Non meno complessa l’idea di disapplicare le normative di Dublino. Di fatto si contravverrebbe a una normativa contenuta in un atto giuridico dell’Ue che regola il controllo di chi arriva alle frontiere esterne dell’Unione europea chiedendo asilo o protezione internazionale. Dublino stabilisce che sia il Paese di primo accesso a svolgere questo compito, a tutela della sicurezza interna di tutta l’Ue. È altrettanto vero che tale regola grava soprattutto sui Paesi più esposti ai flussi migratori, con in testa quelli che, come l’Italia, si affacciano sul Mediterraneo, oppure quelli che confinano con i Paesi balcanici esterni all’Ue, o Stati Ue che hanno frontiere con Russia, Bielorussia, Ucraina, Moldova, Turchia.

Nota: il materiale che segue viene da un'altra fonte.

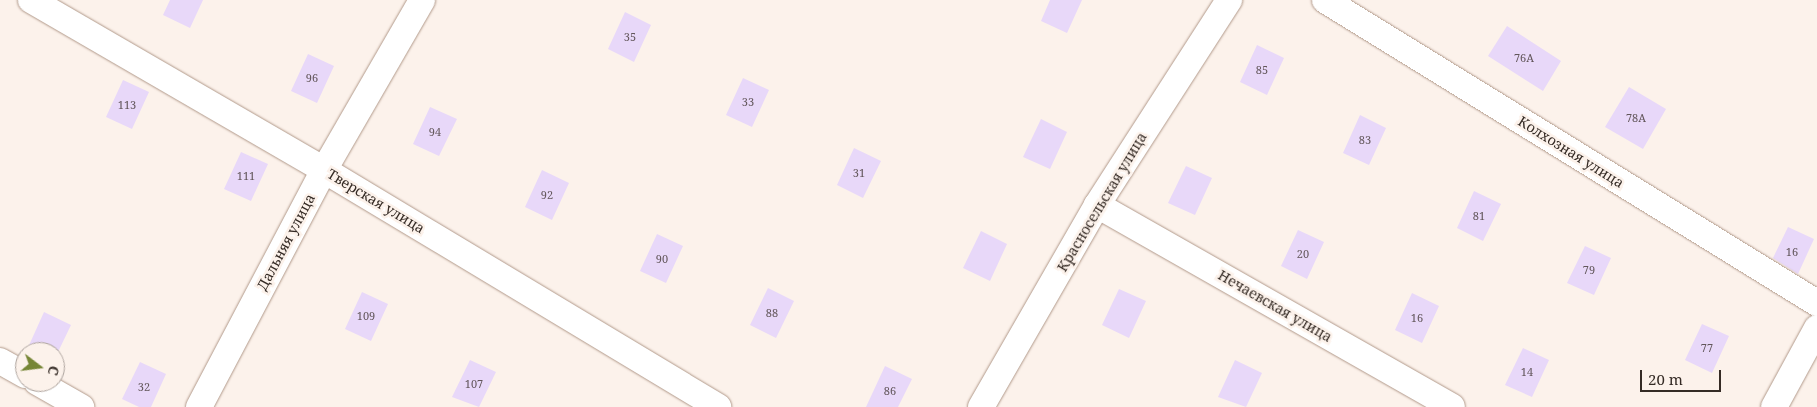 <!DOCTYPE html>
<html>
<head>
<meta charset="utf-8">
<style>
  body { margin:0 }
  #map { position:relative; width:1817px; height:407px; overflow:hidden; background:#fcf2eb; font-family:"Noto Serif",serif }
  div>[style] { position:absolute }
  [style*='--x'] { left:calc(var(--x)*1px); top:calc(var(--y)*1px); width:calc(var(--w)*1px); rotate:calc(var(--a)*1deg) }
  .building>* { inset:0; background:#e8d8f9 }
  .roads { filter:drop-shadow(0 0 1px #b1998a) drop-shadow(0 0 1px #b1998a) }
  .minor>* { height:26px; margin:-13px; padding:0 13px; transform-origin:13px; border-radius:13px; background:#fff }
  span { translate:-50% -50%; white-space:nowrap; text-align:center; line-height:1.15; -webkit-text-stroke:5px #fcf2eb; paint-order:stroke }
  .number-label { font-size:11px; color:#62565a }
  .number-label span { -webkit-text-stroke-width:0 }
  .street-label { font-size:14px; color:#352b25 }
  .north { position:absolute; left:15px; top:342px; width:50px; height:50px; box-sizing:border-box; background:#fcf2eb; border:1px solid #aca29c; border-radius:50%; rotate:105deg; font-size:14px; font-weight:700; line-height:20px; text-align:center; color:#352b25 }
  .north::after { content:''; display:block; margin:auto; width:18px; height:22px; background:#768636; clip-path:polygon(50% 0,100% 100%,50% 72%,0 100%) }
  .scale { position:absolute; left:1640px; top:370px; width:81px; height:22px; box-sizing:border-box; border:2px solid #352b25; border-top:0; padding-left:6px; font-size:15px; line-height:18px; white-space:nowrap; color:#352b25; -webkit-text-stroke:4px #fcf2eb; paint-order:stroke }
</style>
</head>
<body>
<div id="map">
  <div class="building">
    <div style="clip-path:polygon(170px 0,203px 0,190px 28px,163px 15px)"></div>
    <div style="clip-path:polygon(1050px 0,1082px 0,1067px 33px,1041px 21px)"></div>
    <div style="clip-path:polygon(625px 12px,651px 25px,634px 62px,608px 49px)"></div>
    <div style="clip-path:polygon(1507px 26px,1561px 61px,1543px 91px,1488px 56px)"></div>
    <div style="clip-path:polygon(1257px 45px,1284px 58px,1267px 95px,1240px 82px)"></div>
    <div style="clip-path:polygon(308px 54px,334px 66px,317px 103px,291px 91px)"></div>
    <div style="clip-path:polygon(743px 78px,769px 90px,752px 127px,726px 115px)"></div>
    <div style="clip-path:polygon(123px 80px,149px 92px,132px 129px,106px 117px)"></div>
    <div style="clip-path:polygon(1629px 87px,1666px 109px,1643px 149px,1605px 127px)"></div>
    <div style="clip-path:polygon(430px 107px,457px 119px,439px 156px,413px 144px)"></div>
    <div style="clip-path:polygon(1360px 115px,1386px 128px,1369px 165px,1343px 153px)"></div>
    <div style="clip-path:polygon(1041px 119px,1067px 132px,1050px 169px,1023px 157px)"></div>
    <div style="clip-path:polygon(854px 148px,881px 161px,863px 198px,837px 185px)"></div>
    <div style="clip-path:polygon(241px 152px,268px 164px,251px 201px,224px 189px)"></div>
    <div style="clip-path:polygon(1186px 166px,1212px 178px,1195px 215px,1168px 203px)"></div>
    <div style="clip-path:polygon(542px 170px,569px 183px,552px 220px,525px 207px)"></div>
    <div style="clip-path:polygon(1474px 191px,1501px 204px,1483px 241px,1457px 228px)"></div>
    <div style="clip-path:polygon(1788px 227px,1814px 239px,1798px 274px,1773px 258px)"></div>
    <div style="clip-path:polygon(1298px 230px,1324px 242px,1307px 279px,1281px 266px)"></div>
    <div style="clip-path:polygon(981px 231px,1007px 244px,990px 281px,963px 268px)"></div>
    <div style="clip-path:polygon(657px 234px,683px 246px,666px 283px,640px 271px)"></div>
    <div style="clip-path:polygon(1585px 246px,1611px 258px,1594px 295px,1567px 283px)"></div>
    <div style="clip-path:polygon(768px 288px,794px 301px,776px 338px,750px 325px)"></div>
    <div style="clip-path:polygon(1119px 289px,1146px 301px,1129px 338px,1102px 325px)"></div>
    <div style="clip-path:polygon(362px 292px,388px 304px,371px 341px,345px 329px)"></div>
    <div style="clip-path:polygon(1412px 293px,1439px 306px,1422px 343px,1395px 330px)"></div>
    <div style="clip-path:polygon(44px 312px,71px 325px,58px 352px,26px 352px)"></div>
    <div style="clip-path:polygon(1702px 324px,1729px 336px,1712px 373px,1685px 360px)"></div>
    <div style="clip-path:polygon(1523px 348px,1549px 360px,1532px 397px,1505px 385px)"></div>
    <div style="clip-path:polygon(470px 360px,496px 372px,479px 407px,452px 397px)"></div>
    <div style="clip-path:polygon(1235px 360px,1262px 373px,1246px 407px,1218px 397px)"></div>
    <div style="clip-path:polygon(140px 362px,166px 374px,151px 407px,139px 407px,122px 399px)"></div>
    <div style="clip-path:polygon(885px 366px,912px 379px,898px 407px,866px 407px)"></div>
  </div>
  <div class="roads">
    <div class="minor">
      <div style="--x:31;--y:0;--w:339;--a:30.1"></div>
      <div style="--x:324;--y:170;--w:460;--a:31"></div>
      <div style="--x:1325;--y:0;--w:578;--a:31.63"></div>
      <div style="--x:1097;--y:205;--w:408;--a:29.6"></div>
      <div style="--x:0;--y:361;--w:29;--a:29"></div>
      <div style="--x:37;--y:382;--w:51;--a:29.6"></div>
      <div style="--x:199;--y:407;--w:268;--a:-62.2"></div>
      <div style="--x:324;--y:170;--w:196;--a:-60"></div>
      <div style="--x:981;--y:407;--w:233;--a:-60.1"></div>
      <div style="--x:1097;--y:205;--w:244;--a:-57.2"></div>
      <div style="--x:1774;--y:407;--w:90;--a:-61.4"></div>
    </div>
  </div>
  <div class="number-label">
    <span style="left:630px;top:37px">35</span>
    <span style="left:1524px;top:58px">76А</span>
    <span style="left:1262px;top:70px">85</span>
    <span style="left:312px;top:78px">96</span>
    <span style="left:748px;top:102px">33</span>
    <span style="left:127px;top:105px">113</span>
    <span style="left:1636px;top:118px">78А</span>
    <span style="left:435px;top:132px">94</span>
    <span style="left:1365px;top:140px">83</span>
    <span style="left:859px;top:173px">31</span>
    <span style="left:246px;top:176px">111</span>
    <span style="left:547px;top:195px">92</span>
    <span style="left:1479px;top:216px">81</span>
    <span style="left:1792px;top:252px">16</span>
    <span style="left:1303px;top:254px">20</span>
    <span style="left:662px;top:259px">90</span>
    <span style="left:1589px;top:270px">79</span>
    <span style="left:772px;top:313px">88</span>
    <span style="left:366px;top:316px">109</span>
    <span style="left:1417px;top:318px">16</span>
    <span style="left:1707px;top:348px">77</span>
    <span style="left:1527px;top:372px">14</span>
    <span style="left:474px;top:384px">107</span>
    <span style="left:144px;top:387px">32</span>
    <span style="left:890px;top:391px">86</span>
  </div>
  <div class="street-label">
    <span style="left:1571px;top:152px;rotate:32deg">Колхозная улица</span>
    <span style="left:376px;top:201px;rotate:31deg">Тверская улица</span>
    <span style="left:1102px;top:202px;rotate:-59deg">Красносельская улица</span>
    <span style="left:286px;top:242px;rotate:-62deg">Дальняя улица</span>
    <span style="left:1275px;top:306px;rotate:30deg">Нечаевская улица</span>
  </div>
  <div class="north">С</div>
  <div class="scale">20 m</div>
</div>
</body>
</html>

Quali, dunque, gli aspetti potenzialmente negativi se si dovesse forzare la mano su Schengen o Dublino? Anzitutto, nel breve periodo, il fatto che le stesse misure potrebbero essere assunte da tutti gli altri Stati interessati, creando un “big bang” interno al continente, con frontiere bloccate e reciproche chiusure, ricadute sulla libera circolazione dei cittadini e pesanti riflessi economici in relazione ai movimenti import-export. Un irrigidimento di questo tipo potrebbe poi avere riflessi nel medio-lungo periodo, con la sospensione del difficile dialogo, avviato in sede Ue, per la riforma dello stesso Regolamento di Dublino, senza peraltro assicurare l’immediato semaforo rosso alle pressioni migratorie che giungono da Africa e Medio Oriente.

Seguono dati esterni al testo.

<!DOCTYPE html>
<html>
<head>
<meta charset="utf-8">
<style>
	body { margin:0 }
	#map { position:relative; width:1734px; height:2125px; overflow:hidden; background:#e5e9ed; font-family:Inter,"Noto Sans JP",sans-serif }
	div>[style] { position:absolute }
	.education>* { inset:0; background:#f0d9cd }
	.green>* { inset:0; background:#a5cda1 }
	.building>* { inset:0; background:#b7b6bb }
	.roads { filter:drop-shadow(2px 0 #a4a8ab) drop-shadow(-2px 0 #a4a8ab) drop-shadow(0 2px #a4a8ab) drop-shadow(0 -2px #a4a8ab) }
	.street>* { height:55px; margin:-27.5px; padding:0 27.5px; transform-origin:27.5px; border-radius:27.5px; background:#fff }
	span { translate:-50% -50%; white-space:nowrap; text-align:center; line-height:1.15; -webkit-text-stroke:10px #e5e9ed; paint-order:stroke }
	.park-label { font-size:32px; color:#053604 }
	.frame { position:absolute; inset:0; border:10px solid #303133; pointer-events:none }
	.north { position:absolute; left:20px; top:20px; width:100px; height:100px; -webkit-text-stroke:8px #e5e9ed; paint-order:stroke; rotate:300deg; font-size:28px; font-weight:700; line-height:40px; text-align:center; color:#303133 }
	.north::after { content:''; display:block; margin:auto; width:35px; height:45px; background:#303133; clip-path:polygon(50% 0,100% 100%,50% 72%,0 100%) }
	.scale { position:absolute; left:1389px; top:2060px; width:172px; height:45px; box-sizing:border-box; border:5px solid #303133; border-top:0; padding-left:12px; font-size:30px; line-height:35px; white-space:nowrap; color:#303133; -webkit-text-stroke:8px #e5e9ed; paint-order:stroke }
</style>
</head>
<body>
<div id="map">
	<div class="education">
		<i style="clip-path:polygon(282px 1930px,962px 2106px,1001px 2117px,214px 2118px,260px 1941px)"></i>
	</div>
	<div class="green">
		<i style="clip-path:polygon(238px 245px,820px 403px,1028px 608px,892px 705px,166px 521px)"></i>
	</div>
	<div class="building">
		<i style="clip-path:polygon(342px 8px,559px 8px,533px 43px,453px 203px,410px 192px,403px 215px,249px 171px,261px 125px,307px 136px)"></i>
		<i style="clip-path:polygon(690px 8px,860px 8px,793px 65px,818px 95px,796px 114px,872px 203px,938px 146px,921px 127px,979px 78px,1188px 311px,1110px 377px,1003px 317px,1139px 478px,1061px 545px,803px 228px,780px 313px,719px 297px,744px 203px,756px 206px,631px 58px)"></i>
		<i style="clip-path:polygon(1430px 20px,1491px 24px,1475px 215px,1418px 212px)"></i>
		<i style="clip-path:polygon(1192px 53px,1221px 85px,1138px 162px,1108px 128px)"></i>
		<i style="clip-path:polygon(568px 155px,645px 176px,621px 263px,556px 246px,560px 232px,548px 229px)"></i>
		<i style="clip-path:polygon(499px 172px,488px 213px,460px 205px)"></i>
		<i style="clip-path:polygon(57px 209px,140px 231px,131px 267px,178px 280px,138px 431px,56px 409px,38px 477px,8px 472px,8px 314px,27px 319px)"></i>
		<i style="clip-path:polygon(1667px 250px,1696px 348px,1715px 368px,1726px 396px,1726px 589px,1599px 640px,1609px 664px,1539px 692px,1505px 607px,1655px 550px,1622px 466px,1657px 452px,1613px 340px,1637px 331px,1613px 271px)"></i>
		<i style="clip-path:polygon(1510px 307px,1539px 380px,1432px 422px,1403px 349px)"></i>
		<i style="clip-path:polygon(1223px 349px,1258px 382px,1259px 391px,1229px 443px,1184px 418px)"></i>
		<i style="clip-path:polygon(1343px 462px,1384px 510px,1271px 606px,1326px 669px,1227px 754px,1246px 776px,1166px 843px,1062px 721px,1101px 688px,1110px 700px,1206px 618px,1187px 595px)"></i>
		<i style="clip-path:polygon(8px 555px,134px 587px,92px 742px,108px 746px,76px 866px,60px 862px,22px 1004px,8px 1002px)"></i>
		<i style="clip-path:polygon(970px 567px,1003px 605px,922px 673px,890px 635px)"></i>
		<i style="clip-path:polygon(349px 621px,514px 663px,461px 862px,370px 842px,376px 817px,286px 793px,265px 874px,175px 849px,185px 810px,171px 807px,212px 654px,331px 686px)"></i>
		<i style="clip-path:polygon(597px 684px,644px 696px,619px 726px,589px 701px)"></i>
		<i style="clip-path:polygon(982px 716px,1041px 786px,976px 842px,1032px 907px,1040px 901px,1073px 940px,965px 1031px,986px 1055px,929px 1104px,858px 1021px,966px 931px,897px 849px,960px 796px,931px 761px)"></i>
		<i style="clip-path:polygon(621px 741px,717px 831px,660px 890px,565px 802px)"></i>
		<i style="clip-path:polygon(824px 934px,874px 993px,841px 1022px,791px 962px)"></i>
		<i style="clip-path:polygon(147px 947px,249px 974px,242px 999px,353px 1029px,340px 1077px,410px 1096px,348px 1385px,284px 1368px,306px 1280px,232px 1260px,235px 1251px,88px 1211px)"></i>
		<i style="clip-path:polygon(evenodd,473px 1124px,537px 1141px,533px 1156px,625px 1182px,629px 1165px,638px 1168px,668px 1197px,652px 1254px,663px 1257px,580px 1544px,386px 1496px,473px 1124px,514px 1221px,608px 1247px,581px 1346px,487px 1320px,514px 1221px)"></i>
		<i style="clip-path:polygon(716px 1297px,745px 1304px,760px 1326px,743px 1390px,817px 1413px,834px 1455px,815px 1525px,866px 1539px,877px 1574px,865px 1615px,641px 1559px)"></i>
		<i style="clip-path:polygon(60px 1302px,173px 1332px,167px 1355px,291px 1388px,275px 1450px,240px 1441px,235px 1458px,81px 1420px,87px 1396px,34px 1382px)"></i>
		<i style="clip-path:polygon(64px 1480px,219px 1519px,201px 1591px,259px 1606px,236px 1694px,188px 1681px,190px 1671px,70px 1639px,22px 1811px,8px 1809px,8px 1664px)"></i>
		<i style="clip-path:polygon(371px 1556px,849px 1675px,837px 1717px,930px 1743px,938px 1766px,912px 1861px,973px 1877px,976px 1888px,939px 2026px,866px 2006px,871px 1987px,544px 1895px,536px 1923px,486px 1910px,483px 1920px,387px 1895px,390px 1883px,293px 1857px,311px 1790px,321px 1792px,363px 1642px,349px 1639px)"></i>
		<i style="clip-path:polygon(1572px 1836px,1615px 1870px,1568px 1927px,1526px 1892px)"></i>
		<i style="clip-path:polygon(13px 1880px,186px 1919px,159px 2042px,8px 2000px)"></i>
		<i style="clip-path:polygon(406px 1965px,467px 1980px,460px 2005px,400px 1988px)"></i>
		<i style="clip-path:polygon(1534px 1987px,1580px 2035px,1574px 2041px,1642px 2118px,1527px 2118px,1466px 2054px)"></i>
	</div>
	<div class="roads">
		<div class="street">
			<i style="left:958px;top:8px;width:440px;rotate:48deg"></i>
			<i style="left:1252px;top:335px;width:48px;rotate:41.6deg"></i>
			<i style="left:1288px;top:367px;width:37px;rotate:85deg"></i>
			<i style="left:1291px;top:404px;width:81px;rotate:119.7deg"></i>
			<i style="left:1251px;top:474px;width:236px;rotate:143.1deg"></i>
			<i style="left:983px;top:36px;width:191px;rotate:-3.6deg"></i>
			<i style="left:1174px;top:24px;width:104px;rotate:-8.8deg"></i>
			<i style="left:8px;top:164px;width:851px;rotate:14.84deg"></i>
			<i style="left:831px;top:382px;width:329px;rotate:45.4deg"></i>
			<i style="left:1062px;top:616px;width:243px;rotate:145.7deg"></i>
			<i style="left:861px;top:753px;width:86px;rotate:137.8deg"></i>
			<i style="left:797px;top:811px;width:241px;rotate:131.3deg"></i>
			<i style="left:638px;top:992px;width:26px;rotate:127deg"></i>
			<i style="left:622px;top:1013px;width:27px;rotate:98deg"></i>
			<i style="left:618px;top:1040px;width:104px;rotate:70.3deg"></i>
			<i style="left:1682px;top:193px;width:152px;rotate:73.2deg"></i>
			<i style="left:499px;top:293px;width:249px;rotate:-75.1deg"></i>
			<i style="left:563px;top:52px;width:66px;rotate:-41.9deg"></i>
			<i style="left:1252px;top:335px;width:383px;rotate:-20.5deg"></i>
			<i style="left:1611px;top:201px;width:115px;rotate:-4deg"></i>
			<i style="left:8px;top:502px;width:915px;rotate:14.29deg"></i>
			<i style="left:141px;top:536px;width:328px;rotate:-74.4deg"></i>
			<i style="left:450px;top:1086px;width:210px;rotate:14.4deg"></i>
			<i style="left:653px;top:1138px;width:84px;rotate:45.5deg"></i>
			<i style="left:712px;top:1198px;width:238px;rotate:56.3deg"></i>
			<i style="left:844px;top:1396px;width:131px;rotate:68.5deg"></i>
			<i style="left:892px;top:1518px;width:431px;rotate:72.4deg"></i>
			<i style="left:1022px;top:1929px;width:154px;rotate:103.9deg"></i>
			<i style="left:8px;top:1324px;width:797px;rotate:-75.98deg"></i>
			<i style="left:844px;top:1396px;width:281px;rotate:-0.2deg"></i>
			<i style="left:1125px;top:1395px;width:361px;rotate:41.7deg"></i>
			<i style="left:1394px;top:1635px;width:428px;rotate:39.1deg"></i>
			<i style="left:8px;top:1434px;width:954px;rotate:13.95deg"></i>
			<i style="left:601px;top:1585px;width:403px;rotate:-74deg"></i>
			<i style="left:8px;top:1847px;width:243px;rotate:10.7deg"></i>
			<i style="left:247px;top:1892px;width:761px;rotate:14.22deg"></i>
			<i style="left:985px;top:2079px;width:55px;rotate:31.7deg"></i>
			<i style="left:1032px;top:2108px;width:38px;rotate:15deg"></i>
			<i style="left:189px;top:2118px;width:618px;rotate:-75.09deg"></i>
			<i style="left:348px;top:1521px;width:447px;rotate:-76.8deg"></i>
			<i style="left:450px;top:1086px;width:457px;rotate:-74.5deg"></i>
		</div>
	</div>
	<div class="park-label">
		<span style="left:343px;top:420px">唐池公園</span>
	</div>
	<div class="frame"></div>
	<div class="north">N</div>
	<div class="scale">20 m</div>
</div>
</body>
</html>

Dunque, non ci sono soluzioni? In realtà ancora una volta emerge il ruolo della politica che, con progetti di ampio respiro, arte diplomatica e alleanze costruite con equilibrio e pazienza, punti nel breve periodo ad accordi bilaterali di ricollocamento dei migranti (compresi quelli presenti sulla Sea Watch 3), e alla moltiplicazione dei cosiddetti “corridoi umanitari”. Inoltre, guardando più in là, si conferma la necessità di insistere in sede comunitaria, su diversi altri fronti: l’ipotizzata, e non impossibile, revisione di Dublino, che porti a una solidale e obbligatoria condivisione delle responsabilità e del peso delle migrazioni fra tutti i Paesi Ue; la conseguente costruzione di una politica comunitaria delle migrazioni (che oggi – va sempre ribadito – non è prevista nei trattati Ue); l’avvio di una linea politica di accessi legali e controllati nell’Ue da parte di cittadini di Paesi terzi; non da ultima, una vera politica di cooperazione allo sviluppo con i Paesi di origine e di transito delle migrazioni, così da aiutare quelle nazioni finalmente a crescere economicamente e socialmente, libere da miseria, instabilità e guerre, per tagliare la strada alle stesse migrazioni forzate.